BDP Milletvekili Sırrı Sürreye Önder ise, dokunulmazlıkların kalkması ile Türkiye'nin yakın siyasi tarihinde demokrasiye yapılmış en büyük suikast olacağını iddia etti. Önder, "BDP'li vekillerin zaten dokunulmazlıkları yok. Burada asıl olan bunları sivil siyaset alanından uzaklaştırmak. Bizim yediğimiz gazın copun haddi hesabı yok. Bu insanlara nasıl siyaset yapılırı unutturdular. Bütün partiler şirket gibi çalışıyor. BDP, bu ülkede demokratik siyaset yapan tek partidir. Dokunulmazlıkları kaldırmaya güçleri yetmez, kaldırırlarsa bunun altında kalırlar. Ama olan bu ülkedeki kendi geleceğine olur" dedi.

SURİYE BÖLGEYİ ETKİLER

Milletvekilleri gece de Nusaybin İlçesi'ne geçip, burada Mittani Kültür Merkezi'ndeki toplantıya katıldı. Burada Ahmet Türk, Suriye'deki gelişmeleri değerlendirdi. Türk, Suriye'nin küçük bir ülke olarak görülebileceğini ama yapısı, farklı kimlikleri, inançlarıyla ve Ortadoğu'da farklı bir merkez olmasından dolayı ortadoğunun geleceğini belirleyen önemli bir yer olduğunu belirterek, "Tabi ki, bugün Esad rejimine karşı halkın göstermiş olduğu baş kaldırmasını biz çok önemsiyoruz. Ama, şunu da çok iyi görünmesi gerekir ki bu devrimin bütün Ortadoğu'ya yayılmaması için farklı bir çalışmanın olduğunu görüyoruz. Türkiye'nin Suriye konusundaki tavrı Kürtlerin bir statüye kavuşmasın kaygısından kaynaklanıyor. Batı Kürdistan'da özerk demokratik bir yönetim oluşmasın, çünkü batı Kürdistan'daki özerk yönetim Türkiye'yi, Irak'ı, Suriye'ye ve İran'daki Kürtleri tetikler. Bu nedenle bu devrimin boğdurulması konusunda bir ortak kararın olduğunu görüyoruz" dedi.

"SURİYE'Lİ GENÇLER KENDİ TOPRAKLARINI KORUSUN"
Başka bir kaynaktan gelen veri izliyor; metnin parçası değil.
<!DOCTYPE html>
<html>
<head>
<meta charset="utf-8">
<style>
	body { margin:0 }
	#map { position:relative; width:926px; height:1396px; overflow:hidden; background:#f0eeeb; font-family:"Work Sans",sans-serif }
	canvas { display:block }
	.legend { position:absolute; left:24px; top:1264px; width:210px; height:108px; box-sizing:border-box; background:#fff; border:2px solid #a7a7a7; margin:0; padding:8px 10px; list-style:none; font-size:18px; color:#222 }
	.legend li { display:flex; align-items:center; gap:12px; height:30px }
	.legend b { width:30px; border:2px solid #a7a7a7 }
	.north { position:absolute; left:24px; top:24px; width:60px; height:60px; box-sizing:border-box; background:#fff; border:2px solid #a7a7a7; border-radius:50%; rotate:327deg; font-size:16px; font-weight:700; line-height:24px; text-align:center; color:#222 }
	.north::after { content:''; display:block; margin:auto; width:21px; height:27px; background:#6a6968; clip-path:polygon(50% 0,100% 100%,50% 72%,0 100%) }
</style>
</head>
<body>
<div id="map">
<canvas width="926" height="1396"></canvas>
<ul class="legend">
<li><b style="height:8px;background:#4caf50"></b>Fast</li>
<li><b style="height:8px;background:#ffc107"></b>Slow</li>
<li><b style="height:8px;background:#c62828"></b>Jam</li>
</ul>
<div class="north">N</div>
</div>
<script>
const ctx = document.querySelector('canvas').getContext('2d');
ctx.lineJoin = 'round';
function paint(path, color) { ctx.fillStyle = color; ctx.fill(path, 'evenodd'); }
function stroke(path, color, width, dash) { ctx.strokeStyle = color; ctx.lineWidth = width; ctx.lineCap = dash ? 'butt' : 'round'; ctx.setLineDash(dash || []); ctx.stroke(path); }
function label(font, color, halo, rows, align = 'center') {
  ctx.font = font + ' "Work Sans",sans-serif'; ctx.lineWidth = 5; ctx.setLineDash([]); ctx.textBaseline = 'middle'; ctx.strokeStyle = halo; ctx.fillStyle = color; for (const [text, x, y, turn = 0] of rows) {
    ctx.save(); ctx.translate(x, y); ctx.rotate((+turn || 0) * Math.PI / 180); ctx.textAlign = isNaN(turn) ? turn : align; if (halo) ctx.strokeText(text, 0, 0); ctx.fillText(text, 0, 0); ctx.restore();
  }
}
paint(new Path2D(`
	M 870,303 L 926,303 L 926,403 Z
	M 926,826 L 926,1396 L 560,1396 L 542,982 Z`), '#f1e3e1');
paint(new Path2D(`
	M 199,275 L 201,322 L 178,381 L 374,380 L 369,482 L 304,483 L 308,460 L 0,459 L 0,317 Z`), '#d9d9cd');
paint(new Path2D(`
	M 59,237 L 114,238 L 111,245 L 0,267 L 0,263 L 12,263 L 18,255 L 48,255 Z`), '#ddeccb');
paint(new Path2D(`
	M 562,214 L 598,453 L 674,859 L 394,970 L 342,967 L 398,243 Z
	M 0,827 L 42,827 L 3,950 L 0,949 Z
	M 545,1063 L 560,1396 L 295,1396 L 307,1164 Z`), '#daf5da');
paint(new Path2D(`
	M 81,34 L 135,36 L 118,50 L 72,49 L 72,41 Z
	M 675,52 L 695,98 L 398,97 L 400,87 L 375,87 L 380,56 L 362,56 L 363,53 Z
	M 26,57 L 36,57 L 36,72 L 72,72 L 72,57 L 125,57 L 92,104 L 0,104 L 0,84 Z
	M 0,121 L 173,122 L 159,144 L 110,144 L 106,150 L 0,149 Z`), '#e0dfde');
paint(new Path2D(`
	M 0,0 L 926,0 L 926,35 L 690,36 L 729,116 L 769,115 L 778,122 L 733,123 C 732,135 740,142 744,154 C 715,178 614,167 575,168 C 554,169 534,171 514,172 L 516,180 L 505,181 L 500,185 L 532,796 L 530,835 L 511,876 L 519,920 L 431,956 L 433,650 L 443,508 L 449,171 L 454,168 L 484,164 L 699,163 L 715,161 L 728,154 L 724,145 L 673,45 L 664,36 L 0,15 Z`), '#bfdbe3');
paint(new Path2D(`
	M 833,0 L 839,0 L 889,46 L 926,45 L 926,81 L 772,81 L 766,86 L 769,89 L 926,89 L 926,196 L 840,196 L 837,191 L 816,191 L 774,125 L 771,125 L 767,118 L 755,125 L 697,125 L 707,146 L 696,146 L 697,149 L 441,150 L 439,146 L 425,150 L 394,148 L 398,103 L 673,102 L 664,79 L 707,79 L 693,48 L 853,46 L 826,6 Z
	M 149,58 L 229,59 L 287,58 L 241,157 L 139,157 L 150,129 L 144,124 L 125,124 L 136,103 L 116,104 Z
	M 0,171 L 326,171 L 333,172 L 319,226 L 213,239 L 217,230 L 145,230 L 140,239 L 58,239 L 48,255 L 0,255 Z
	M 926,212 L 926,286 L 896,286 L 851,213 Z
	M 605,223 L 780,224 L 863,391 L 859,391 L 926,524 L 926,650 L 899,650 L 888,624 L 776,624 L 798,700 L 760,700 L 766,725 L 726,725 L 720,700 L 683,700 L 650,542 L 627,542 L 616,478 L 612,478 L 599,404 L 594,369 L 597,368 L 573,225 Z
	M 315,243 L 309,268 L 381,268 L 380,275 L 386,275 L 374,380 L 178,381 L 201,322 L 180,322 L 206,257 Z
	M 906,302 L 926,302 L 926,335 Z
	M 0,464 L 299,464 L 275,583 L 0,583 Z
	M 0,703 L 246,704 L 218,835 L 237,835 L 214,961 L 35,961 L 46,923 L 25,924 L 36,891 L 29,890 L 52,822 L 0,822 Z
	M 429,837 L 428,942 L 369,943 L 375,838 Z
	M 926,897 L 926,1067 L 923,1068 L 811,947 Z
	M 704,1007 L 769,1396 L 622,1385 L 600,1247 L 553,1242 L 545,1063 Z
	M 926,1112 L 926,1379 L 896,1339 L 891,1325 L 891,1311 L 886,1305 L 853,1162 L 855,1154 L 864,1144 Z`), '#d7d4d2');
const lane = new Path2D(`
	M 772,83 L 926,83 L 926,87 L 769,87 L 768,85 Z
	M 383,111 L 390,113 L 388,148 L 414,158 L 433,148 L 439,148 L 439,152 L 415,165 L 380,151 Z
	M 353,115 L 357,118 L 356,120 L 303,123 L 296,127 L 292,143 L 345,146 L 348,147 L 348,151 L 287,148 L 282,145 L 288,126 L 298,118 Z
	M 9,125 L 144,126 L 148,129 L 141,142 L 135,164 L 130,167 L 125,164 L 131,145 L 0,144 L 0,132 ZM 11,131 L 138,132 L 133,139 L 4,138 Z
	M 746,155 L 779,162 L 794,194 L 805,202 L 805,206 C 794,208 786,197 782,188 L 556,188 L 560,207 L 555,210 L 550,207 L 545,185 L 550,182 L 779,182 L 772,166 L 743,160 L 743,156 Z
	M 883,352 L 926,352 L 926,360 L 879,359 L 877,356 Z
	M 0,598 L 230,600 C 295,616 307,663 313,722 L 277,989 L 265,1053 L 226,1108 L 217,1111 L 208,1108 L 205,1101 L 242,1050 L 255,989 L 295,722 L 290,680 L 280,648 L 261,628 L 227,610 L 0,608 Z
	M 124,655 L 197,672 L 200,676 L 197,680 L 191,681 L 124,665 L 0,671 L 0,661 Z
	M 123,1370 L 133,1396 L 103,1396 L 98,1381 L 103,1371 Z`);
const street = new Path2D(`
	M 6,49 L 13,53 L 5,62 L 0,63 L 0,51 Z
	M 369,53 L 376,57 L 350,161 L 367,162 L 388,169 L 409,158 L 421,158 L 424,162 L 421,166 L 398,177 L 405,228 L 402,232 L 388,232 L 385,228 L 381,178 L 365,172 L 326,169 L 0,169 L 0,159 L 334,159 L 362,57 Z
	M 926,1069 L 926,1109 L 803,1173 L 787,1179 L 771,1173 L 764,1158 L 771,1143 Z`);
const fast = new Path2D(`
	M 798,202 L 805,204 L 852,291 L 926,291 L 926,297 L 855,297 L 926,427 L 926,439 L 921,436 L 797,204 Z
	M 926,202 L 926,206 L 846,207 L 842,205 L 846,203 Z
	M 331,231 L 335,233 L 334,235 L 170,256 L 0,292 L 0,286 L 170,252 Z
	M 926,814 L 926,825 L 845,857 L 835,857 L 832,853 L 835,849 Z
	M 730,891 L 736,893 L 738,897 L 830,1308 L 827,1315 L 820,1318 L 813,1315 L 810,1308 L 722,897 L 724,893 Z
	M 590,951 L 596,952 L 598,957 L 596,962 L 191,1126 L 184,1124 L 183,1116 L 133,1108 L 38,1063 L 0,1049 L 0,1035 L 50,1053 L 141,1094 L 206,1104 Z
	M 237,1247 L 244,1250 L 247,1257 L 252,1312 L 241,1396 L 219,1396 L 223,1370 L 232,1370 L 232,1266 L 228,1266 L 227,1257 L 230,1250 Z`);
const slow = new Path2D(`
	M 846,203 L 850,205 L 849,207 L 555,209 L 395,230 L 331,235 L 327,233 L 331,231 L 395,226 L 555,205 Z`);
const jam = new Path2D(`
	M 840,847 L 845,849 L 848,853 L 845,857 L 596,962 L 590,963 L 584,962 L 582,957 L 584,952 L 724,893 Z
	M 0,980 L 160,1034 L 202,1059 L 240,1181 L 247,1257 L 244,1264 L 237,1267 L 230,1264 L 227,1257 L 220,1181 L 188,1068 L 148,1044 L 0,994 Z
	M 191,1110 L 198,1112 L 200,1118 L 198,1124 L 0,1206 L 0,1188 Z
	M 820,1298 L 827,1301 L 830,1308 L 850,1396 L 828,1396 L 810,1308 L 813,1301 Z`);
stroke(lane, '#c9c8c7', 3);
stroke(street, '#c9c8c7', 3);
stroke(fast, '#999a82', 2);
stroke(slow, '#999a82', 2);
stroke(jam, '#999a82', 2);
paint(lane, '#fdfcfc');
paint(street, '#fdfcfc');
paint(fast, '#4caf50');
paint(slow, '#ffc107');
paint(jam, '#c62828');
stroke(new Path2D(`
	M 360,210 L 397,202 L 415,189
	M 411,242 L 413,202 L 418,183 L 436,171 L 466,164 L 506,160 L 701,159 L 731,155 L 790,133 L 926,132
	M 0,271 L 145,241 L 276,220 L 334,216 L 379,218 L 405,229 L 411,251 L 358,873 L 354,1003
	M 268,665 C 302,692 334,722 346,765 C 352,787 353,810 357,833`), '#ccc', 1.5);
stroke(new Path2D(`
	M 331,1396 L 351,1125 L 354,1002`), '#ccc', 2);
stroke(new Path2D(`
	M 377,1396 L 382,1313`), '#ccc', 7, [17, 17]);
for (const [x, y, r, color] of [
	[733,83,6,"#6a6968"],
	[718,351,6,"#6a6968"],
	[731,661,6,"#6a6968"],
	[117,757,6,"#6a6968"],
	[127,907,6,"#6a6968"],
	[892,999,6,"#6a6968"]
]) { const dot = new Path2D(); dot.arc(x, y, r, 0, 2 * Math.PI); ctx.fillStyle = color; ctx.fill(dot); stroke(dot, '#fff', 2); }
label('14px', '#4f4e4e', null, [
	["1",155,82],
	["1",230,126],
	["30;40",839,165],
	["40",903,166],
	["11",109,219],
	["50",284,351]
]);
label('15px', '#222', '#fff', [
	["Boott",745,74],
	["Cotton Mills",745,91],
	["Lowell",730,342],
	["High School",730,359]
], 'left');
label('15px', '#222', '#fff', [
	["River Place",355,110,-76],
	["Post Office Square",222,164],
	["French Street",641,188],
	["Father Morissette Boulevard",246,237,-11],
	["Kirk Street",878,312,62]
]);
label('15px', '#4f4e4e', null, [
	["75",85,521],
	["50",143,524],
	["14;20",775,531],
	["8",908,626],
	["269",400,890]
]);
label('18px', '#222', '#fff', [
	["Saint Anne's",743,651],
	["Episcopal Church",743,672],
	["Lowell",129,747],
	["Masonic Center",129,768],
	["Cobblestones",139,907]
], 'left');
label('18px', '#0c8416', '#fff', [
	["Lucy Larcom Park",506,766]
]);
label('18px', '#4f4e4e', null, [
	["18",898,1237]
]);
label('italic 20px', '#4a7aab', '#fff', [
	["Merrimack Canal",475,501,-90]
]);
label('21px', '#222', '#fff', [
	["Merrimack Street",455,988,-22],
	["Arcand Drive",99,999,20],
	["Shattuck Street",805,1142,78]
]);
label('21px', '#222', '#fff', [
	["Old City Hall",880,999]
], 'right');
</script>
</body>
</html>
Türk, Suriye'deki Kürtlerin oluşumuna büyük destek vermek gerektiğini de belirtirek, şöyle konuştu:

 "Biz burada Kamışlı'nın, Derbiyesiye'nin ve Kürt bölgeleri özgürlük mücadelesinin yanındayız, kendilerini kutluyoruz. Mücadelesini bir ciddiyetle izliyoruz ve buradan kendilerine mesaj vermek istiyorum. Oradaki Kürt gençlerin Türkiye'ye sığınmaması lazım, orada kalıp kendi topraklarını koruması lazım. Kürt sorunu bitirilmeden dört ayrı parçadan oluşan Kürt bölgelerindeki yaşayan halkı susturmak mümkün olmayacak. Kürt halkı huzura kavuşursa Türk halkı da huzura kavuşmuş olacak."

CHP'YE ELEŞTİR

BDP İstanbul Milletvekili Sırrı Süreya Önder de burada yaptığı konuşmada, dokunulmazlıklar konusunda CHP'nin tavrını eleştirerek, "Bugün özelikle CHP'nin tavrına dönük bikri şey söylemek istiyorum. Ağzında lafı eveleyip geveliyor, yahut bunlarda kaldırılsın yok şunlarda kaldırılsın, cesaretle kalkıp halkın temsilcisine, hırsızlık yapmamış uğursuzluk yapmamış halkın temsilcisine dokunamasınız deyip faturayı AKP'ye bırakamıyor. İlla ortak olacak, ila bu zulme ile bu ahlaksızlığa bu hukuksuzluğa ortak olacak" dedi.